When you put this all together, a picture emerges of a Trump administration that is very actively working to roll back the racial justice and civil rights gains of the past several years and, particularly with voting rights and affirmative action, decades.

But here’s the thing: None of this should really be surprising to anyone. This is what Trump ran on, and a large reason his base supported him.

This is what Trump ran on

On the campaign trail, Trump was clear about his commitments to rolling back racial justice and civil rights gains, fashioning his campaign on a “tough on crime” and “law and order” platform that many racial minorities recognized as a dog whistle for racist policies.

For example, Trump advocated for raising mandatory minimum sentences for drug offenses in response to the opioid epidemic. He said police should be far more aggressive than they are today, particularly by using the controversial “stop and frisk” strategy that a court struck down in New York City because it was used to target minority Americans. And he suggested that Black Lives Matter protesters may need to be investigated by the Department of Justice.

Trump also consistently spoke out against “political correctness,” while making several racist and bigoted comments on the campaign trail. He proposed banning Muslims, an entire religious group, from entering the US. He argued that a federal judge overseeing the Trump University lawsuit should be disqualified because of his Mexican heritage. He regularly retweeted white supremacists and neo-Nazis. He called Elizabeth Warren, a sitting US senator, “Pocahontas.”

Much of this spoke to many rural white Americans’ sense that the civil rights and racial justice advances of the past few years have left them behind.

Arlie Hochschild, a sociologist and author of Strangers in Their Own Land, provided an apt analogy for how many white Americans feel: As they see it, they’re all in a line toward a hill with prosperity at the top.
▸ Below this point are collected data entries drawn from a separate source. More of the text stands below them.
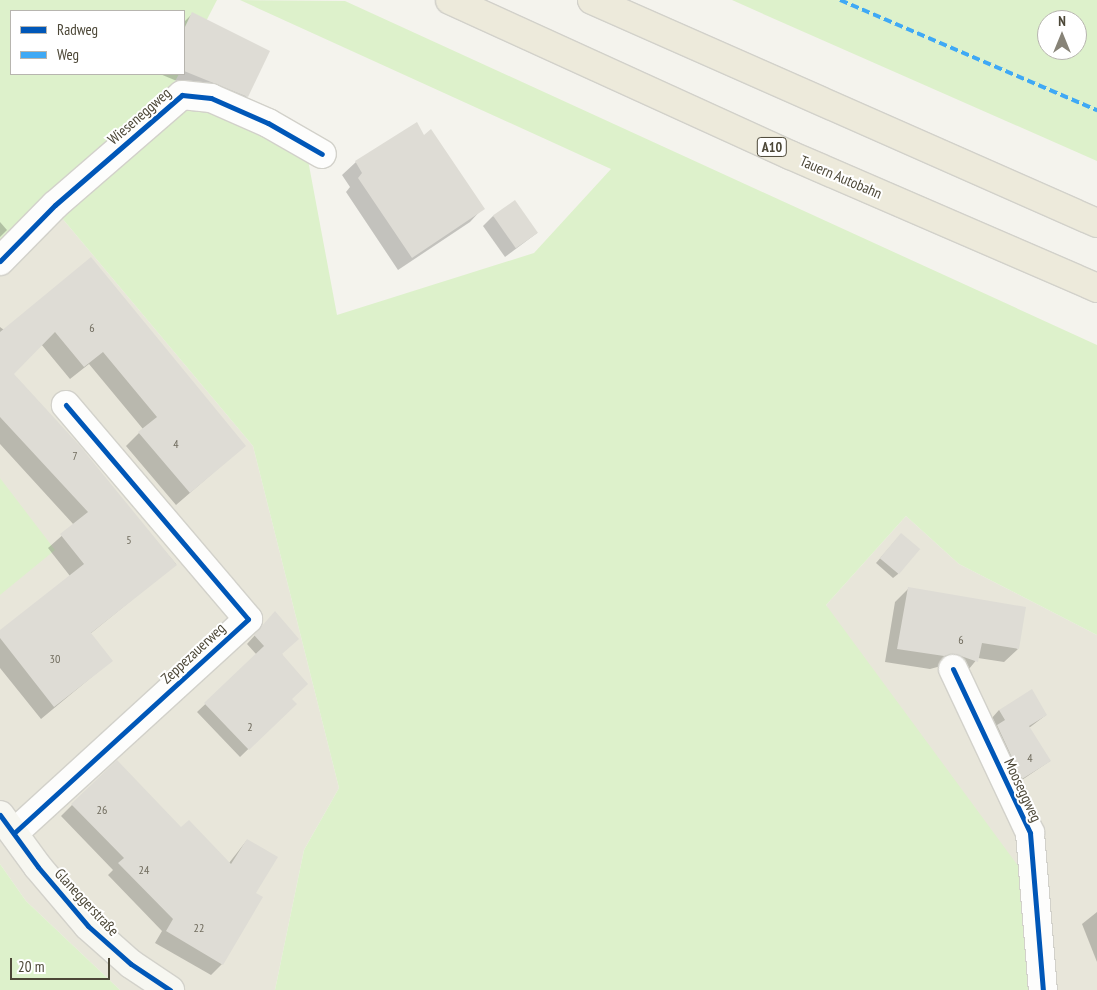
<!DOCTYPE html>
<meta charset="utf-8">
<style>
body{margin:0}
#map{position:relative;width:1097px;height:990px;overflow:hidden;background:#f4f3ed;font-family:"PT Sans Narrow",sans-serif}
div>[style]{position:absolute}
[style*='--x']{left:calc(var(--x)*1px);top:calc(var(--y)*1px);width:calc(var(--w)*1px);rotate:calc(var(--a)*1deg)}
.residential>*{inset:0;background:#e8e6da}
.green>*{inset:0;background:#ddf1cb}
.shadow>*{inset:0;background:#0003}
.building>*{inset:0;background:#dedcd5;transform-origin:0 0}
.roads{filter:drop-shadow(1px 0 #d2d1ca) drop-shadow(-1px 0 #d2d1ca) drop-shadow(0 1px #d2d1ca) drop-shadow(0 -1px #d2d1ca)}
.street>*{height:28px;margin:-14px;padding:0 14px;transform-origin:14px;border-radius:14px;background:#fdfdfc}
.secondary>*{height:28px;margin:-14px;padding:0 14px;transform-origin:14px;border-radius:14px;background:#f7f7f1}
.highway>*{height:28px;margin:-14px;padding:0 14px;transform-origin:14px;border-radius:14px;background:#edeadb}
.quiet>*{height:4px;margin-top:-2px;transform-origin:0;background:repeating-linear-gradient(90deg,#3fa9f5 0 8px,transparent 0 12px)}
.cycleway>*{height:5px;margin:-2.5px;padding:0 2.5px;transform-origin:2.5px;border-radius:2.5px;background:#0057b8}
span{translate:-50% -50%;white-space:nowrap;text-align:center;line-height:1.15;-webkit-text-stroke:4px #fff;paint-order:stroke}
.number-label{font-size:12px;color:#716d5f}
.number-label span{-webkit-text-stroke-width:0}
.shield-label span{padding:1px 4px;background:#fff;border:1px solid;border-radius:4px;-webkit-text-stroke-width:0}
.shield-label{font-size:14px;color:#4c4737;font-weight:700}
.street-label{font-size:15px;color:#4c4737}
.legend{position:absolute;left:10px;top:10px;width:175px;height:65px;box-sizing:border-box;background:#fff;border:1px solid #b7b5af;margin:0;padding:6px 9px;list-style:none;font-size:15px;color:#4c4737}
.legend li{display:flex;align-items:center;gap:10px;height:25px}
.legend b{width:25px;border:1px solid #b7b5af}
.north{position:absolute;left:1037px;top:10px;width:50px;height:50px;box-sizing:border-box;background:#fff;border:1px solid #b7b5af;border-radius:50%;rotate:0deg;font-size:14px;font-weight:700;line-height:20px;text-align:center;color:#4c4737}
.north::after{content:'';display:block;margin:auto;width:18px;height:22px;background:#878377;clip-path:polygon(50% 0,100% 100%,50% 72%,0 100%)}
.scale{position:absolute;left:10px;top:958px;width:100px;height:22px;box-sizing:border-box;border:2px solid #4c4737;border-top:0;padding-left:6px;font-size:15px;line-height:18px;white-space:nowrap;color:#4c4737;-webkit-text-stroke:4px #fff;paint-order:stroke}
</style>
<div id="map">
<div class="residential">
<i style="clip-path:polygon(46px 199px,253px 446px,339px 788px,304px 850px,275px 990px,120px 990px,26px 901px,0 864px,0 246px)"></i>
<i style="clip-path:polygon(906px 516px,959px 564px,1097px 635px,1097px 990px,1030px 990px,826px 605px)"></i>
</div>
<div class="green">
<i style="clip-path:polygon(0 0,217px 0,184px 64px,184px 11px,11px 11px,11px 74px,179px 74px,173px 85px,308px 160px,337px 315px,534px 253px,611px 169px,240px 0,345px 1px,1097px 345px,1097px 635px,959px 564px,906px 516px,826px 605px,1019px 867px,1030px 990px,275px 990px,304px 850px,339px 788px,253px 446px,46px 199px,0 246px)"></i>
<i style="clip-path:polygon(evenodd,732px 0,1097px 0,1097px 161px,779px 21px,732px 0,1047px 20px,1077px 20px,1077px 50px,1047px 50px,1047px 20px)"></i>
<i style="clip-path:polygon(0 478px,55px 550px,0 595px)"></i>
<i style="clip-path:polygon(0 864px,26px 901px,120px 990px,0 990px)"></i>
</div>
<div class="shadow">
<i style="clip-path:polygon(193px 13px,247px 96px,237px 106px,160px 74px,184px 74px,184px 22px)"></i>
<i style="clip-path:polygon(424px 137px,483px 208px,470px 222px,398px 270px,346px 192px,350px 187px,342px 175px,356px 162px)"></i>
<i style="clip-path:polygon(493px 216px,537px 233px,505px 257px,483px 226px)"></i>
<i style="clip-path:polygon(0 222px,7px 230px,0 237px)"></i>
<i style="clip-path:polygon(91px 259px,244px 446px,176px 505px,126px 446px,143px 429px,89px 364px,70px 379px,41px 344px,12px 374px,176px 564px,90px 634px,111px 661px,41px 719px,0 668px,0 632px,70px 576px,48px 548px,74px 525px,0 444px,0 327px,4px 330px)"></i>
<i style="clip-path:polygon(896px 540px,898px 574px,893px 578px,876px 563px)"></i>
<i style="clip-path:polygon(908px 589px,1018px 649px,1004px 662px,978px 658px,964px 675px,941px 666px,930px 669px,885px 662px,895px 602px)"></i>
<i style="clip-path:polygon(275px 613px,290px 700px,295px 704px,240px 757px,197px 712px,257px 655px,247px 644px)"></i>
<i style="clip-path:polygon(999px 710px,1046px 715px,1029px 728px,1050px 761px,1013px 786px,989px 735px,996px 728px,991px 719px)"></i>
<i style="clip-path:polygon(72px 805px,181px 829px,229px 863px,247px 840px,222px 964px,211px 975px,155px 943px,162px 931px,108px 875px,113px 870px,61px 816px)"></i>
<i style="clip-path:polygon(1097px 912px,1097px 962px,1082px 924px)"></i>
</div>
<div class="building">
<i style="clip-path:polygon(192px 12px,270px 51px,248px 97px,184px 71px,184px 29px)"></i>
<i style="clip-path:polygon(417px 122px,424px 135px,431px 129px,485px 209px,412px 258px,358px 178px,362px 173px,355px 161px)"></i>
<i style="left:515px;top:200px;width:40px;height:27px;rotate:55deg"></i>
<i style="clip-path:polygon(91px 257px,246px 446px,190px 493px,138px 432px,157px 417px,103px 352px,84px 367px,55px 332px,14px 374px,80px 446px,177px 565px,91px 633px,113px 661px,54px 707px,0 638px,0 630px,84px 564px,60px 534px,88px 512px,0 417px,0 332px)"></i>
<i style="left:901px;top:533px;width:25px;height:33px;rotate:40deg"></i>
<i style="clip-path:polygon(908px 587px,1026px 607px,1019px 649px,982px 643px,978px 662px,955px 654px,944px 656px,897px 649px)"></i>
<i style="clip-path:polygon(275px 611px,299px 639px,282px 654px,308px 684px,292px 699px,297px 704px,249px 750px,204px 703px,264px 646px,254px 635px)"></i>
<i style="clip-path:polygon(1032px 689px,1047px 715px,1029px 726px,1051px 761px,1022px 779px,997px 725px,1005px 720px,999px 710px)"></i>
<i style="clip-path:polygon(117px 760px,181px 827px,189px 820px,231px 864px,247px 839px,278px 857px,256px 893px,263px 897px,223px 965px,166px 931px,173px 919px,118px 863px,124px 858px,71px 804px)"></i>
</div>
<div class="roads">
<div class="street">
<i style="--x:0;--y:261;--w:78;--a:-45.5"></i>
<i style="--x:55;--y:205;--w:168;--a:-40.9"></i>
<i style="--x:182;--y:95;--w:29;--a:6"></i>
<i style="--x:211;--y:98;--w:62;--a:23.7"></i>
<i style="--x:268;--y:123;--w:62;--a:29.9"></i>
<i style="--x:953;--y:669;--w:181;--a:64.8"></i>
<i style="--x:1030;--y:833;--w:158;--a:85.3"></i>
<i style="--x:14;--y:833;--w:317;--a:-42.4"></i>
<i style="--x:248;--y:619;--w:281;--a:-130.4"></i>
</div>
<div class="secondary">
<i style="--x:0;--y:815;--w:64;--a:53.8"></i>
<i style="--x:38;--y:867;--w:77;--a:49.7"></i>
<i style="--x:88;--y:926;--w:57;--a:41.5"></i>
<i style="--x:131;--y:964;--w:47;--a:33.7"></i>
</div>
<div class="highway">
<i style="--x:450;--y:0;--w:374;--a:24.5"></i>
<i style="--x:790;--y:155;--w:335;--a:23.4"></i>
<i style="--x:592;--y:0;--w:552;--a:23.83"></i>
</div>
</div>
<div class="quiet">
<i style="--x:840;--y:0;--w:280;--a:23.2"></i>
</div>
<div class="cycleway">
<i style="--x:0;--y:261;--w:78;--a:-45.5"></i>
<i style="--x:55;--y:205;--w:168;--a:-40.9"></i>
<i style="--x:182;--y:95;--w:29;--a:6"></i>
<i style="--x:211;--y:98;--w:62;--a:23.7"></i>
<i style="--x:268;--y:123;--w:62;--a:29.9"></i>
<i style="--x:953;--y:669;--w:181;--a:64.8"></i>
<i style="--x:1030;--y:833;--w:158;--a:85.3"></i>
<i style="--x:0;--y:815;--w:64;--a:53.8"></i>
<i style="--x:38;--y:867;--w:77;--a:49.7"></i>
<i style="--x:88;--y:926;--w:57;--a:41.5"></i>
<i style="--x:131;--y:964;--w:47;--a:33.7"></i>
<i style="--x:14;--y:833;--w:317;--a:-42.4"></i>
<i style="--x:248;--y:619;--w:281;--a:-130.4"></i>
</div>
<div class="number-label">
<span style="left:92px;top:328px">6</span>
<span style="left:176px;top:444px">4</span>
<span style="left:75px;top:456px">7</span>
<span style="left:129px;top:540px">5</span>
<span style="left:961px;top:640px">6</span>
<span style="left:55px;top:659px">30</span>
<span style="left:250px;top:727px">2</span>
<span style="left:1030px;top:758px">4</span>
<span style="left:102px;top:810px">26</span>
<span style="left:144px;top:870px">24</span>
<span style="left:199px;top:928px">22</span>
</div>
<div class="shield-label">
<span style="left:772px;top:147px">A10</span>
</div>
<div class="street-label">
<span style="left:139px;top:116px;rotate:-41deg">Wieseneggweg</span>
<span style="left:841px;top:177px;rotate:23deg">Tauern Autobahn</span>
<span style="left:193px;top:653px;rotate:-43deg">Zeppezauerweg</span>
<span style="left:1023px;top:790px;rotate:65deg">Mooseggweg</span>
<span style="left:87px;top:902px;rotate:47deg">Glaneggerstraße</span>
</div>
<ul class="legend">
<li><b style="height:6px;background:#0057b8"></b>Radweg</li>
<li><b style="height:6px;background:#3fa9f5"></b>Weg</li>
</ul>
<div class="north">N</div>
<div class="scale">20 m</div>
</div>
But over the past few years, globalization and income stagnation have caused the line to stop moving. And from their perspective, other groups — black and brown Americans, women — are now cutting in the line, because they’re getting new (and more equal) opportunities through new anti-discrimination laws and policies like affirmative action.

Indeed, a recent survey from the Public Religion Research Institute (PRRI) found that Republicans are generally more likely to say that white people face discrimination than black people.
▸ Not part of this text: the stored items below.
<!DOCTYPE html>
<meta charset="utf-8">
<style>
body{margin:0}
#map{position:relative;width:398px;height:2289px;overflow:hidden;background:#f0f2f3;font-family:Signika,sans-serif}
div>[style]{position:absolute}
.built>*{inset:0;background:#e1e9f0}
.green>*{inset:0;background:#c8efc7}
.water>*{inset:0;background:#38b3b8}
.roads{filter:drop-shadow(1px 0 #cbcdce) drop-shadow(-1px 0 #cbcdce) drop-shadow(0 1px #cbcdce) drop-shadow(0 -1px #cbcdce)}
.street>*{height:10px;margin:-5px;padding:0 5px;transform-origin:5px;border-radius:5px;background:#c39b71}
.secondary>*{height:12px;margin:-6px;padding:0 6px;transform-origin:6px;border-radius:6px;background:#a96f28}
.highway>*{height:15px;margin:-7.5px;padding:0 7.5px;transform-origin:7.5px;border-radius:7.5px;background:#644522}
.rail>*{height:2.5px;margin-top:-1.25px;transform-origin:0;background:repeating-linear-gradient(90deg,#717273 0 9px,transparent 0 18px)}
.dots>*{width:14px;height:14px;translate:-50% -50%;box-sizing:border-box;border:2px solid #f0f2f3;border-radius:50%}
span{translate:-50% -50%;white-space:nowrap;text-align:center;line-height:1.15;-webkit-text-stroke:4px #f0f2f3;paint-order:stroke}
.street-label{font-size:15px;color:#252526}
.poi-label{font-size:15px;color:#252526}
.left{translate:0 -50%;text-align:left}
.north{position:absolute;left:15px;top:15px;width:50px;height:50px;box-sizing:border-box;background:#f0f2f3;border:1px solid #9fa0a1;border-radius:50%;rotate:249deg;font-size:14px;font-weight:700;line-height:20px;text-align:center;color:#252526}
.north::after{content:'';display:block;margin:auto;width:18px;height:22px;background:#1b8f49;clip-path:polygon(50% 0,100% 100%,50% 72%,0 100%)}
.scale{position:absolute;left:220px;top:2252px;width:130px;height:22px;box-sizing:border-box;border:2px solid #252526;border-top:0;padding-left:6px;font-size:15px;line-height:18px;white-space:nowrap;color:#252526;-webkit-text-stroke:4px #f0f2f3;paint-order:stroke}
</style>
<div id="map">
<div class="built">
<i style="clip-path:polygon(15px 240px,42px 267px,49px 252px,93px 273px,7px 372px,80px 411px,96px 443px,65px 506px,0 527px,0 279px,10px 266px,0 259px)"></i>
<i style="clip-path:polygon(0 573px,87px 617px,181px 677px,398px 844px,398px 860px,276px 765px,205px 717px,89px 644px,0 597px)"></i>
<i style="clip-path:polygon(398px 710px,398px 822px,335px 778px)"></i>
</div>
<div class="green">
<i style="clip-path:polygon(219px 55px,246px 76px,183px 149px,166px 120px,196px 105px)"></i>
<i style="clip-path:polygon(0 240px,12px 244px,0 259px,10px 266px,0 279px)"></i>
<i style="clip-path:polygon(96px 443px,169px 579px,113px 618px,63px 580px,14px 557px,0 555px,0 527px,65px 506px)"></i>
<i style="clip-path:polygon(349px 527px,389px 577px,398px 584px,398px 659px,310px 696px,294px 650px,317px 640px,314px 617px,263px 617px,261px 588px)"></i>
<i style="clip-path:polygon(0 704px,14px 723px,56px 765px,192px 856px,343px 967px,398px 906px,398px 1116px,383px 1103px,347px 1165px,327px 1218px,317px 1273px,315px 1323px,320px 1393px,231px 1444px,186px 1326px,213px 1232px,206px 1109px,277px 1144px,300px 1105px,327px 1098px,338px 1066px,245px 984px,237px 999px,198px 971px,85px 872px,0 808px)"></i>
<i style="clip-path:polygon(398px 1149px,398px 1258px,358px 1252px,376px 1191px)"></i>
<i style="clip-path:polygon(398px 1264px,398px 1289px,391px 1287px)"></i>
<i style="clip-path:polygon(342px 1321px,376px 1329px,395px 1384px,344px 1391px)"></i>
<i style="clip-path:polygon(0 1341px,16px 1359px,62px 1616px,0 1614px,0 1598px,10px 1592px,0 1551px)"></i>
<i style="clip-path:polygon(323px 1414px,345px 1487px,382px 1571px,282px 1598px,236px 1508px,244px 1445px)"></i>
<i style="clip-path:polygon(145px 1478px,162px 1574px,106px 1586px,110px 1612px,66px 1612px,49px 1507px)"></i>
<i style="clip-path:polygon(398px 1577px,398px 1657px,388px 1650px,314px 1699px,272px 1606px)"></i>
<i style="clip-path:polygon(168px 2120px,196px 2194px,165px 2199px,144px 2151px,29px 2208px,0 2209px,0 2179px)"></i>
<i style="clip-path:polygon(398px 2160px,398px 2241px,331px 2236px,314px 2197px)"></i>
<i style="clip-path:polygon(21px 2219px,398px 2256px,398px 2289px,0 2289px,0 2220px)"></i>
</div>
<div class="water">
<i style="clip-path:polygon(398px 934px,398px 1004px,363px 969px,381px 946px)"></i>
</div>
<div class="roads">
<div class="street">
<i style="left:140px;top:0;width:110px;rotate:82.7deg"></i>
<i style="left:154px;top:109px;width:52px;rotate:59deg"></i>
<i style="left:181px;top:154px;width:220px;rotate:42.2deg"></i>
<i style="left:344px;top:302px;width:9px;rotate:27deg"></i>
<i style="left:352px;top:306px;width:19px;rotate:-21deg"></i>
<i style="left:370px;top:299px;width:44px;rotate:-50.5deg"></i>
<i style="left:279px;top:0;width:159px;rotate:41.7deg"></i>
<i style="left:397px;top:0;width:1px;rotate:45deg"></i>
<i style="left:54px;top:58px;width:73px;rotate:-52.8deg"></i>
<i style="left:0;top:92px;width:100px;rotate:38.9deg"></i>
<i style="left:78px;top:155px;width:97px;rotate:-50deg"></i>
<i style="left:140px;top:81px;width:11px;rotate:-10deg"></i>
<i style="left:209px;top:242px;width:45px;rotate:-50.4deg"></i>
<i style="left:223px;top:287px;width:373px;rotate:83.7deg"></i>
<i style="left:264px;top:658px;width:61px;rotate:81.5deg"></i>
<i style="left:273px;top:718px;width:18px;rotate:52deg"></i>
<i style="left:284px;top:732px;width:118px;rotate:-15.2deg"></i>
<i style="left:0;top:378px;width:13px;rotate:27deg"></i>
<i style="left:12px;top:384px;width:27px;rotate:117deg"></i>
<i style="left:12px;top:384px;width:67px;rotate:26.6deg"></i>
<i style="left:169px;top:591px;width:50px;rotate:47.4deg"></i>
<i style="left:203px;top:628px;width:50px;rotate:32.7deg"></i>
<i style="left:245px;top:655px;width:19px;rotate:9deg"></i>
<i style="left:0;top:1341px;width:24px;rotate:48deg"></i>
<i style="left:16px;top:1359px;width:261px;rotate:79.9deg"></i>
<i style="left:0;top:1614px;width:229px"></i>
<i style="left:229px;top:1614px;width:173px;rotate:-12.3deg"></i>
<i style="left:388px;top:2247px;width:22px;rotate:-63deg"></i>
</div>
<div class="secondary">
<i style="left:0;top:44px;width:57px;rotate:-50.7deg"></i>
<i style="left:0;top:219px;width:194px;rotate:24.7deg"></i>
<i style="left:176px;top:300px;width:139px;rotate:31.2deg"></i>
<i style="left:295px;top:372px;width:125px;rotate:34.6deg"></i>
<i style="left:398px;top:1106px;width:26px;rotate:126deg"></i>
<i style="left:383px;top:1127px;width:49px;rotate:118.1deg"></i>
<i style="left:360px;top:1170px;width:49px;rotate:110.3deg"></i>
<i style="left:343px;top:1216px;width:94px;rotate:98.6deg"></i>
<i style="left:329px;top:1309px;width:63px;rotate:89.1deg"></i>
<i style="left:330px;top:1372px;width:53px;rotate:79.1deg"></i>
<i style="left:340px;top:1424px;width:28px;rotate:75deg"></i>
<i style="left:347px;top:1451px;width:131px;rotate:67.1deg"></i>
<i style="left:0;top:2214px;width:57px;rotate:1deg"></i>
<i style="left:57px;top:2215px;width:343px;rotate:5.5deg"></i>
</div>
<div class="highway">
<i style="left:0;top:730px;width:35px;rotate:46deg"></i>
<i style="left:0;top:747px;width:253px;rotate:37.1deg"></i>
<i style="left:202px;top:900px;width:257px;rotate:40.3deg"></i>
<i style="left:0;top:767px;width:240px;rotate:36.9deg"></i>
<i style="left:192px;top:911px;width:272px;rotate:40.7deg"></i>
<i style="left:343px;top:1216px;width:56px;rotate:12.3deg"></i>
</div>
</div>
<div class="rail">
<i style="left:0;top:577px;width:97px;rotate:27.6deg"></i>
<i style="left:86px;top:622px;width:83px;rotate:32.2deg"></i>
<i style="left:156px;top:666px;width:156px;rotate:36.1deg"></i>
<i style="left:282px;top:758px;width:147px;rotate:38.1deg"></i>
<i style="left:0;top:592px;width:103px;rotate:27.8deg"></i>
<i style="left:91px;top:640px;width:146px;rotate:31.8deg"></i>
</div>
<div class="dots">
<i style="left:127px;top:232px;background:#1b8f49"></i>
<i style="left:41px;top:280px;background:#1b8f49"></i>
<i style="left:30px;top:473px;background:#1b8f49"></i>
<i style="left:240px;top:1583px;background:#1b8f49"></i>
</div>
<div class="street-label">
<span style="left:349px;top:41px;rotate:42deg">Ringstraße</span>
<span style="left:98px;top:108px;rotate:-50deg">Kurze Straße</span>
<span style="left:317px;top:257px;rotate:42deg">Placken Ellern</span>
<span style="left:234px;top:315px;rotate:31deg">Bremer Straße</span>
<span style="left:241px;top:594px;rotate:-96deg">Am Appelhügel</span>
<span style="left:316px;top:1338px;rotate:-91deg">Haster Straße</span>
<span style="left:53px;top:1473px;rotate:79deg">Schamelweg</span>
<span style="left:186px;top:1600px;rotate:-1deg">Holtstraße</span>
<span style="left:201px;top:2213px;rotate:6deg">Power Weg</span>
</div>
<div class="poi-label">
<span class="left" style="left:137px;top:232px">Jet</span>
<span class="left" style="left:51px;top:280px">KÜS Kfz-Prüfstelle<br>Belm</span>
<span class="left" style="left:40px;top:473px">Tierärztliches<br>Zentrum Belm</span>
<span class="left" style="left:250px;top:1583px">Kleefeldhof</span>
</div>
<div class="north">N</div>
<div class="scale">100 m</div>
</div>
Never mind that there is a plethora of evidence that, in fact, racial minorities have it much worse in America. A recent study, for example, found that people are more likely to see black men as larger and more threatening than white men, even if the black men are not actually larger. And black and Latino Americans still trail white Americans in terms of wealth, income, and educational attainment.

Regardless of those facts, the view that white Americans are now the oppressed is one shared by many Trump supporters and Republicans.

So the Trump administration is now rolling back some of the progressive advances on race of the past few years — in order to, from its perspective, level the playing field. The reality is it will further tilt the playing field against black and Latino Americans.